Diaz juggles a number of interlocking narratives, presenting
events at different periods of time in the De Leon family’s history, and he
switches perspectives several times, from a chapter told from the first person
perspective of Oscar’s sister, Lola, to a letter written by Oscar shortly
before (and I don’t think I’m spoiling anything here) he dies. But the vast majority of the novel is
narrated by Yunior, a character who has a tendency to pop up in Diaz’s
work. Because of the novel’s ability to
skip from character to character and time to time, filling us in on the history
of Oscar’s mother and grandfather in addition to Lola, the narrative nimbly
jumps across national and cultural borders.
I once had the good fortune to watch Junot Diaz speak in
person, and one thing that surprised me at the time was his claim that he
didn’t want Oscar Wao to be an
immigration narrative. At first I didn’t
understand what he meant. After all, the
characters do in fact emigrate from the Dominican
Republic to the United States, so how could this
not be seen as a story of immigration.
But rereading the book, it became clear that Diaz is more interested in
the idea of diaspora and how cultures pool and divide when individuals are
constantly mobile. Just as the narrative
consistently returns to the DR, so does Oscar and his family.
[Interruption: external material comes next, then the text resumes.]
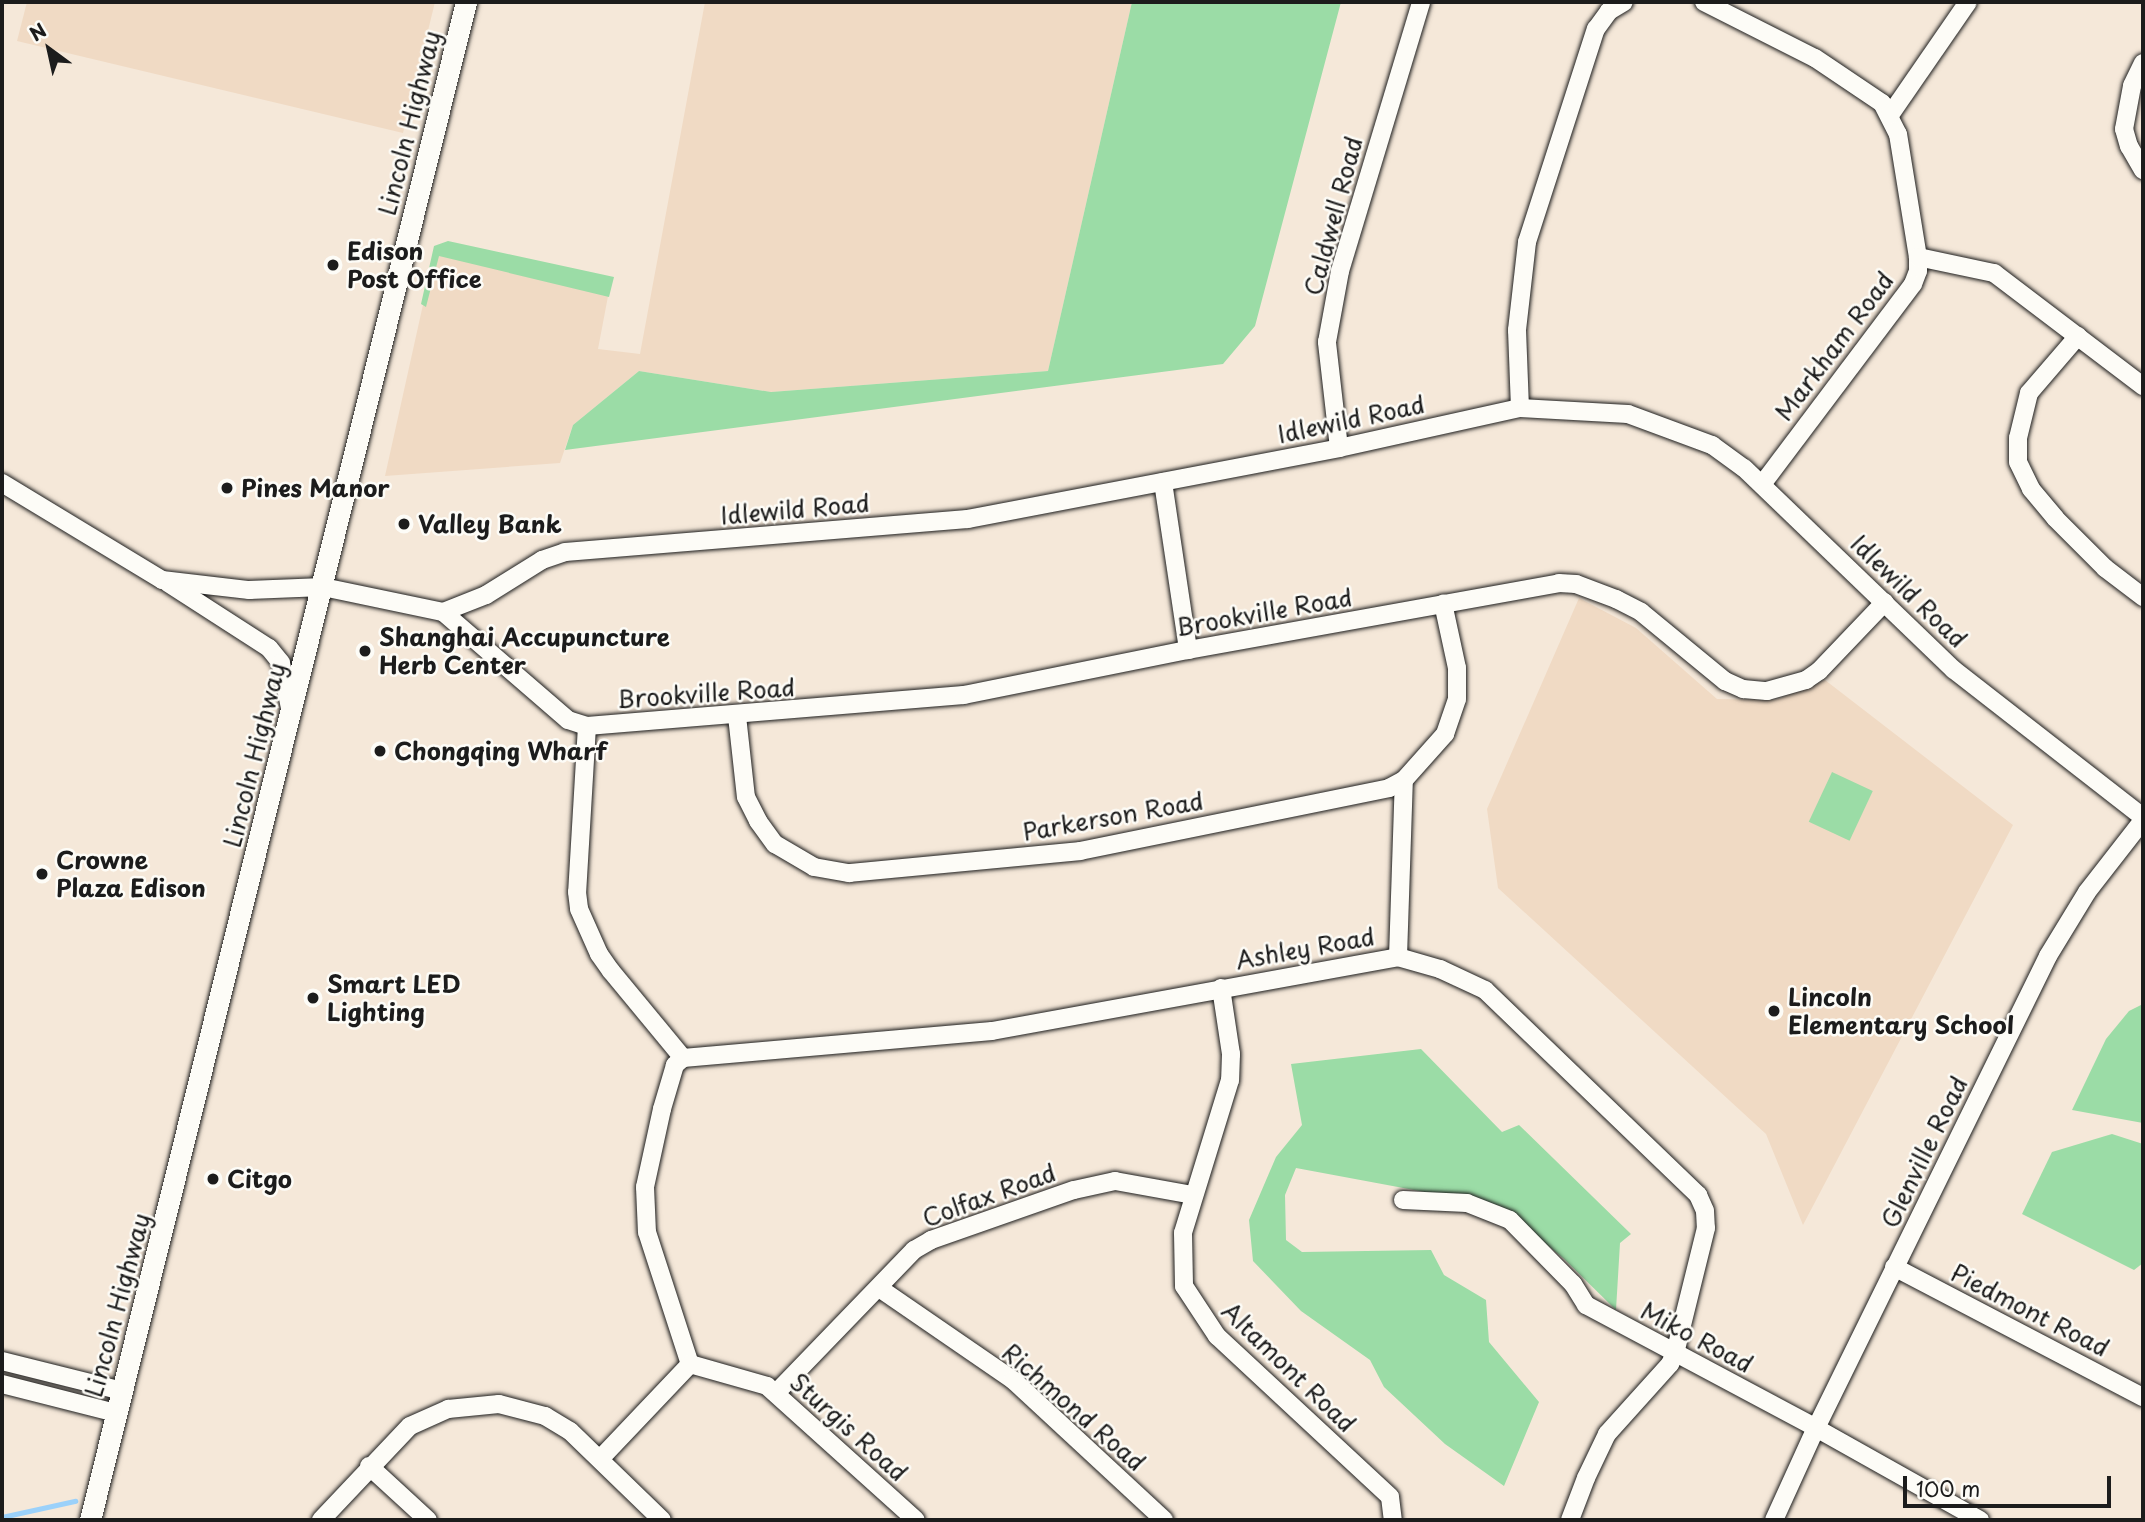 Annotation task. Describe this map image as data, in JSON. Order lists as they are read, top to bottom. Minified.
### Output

Living in the United States, Oscar becomes
estranged from what is considered Dominican culture as he further immerses
himself in geek culture. While Diaz
represents geek culture as American in a number of ways—Oscar first becomes
obsessed with the Planet of the Apes
series and later post-apocalyptic films reacting to the U.S./Russian Cold
War—Oscar is also intrigued by the burgeoning anime culture coming in from the Far
East, and as he becomes more interested in writing, Oscar thinks he might
become the Dominican Tolkein, contributing his unique national identity to this
partly transnational conglomerate known as geek culture. For Diaz, geek culture represents the
possibility of a global culture unbound by national borders.
The Brief Wondrous
Life of Oscar Wao has all the
makings of an instant classic without the baggage that comes with the word
“masterpiece.” Diaz’s narrator, Yunior,
is linguistically nimble and has somehow managed to keep an entire universe of
literary and pop culture references within his grasp. The novel itself is a little over three
hundred pages, and yet paradoxically seems absolutely endless and concludes far
too soon.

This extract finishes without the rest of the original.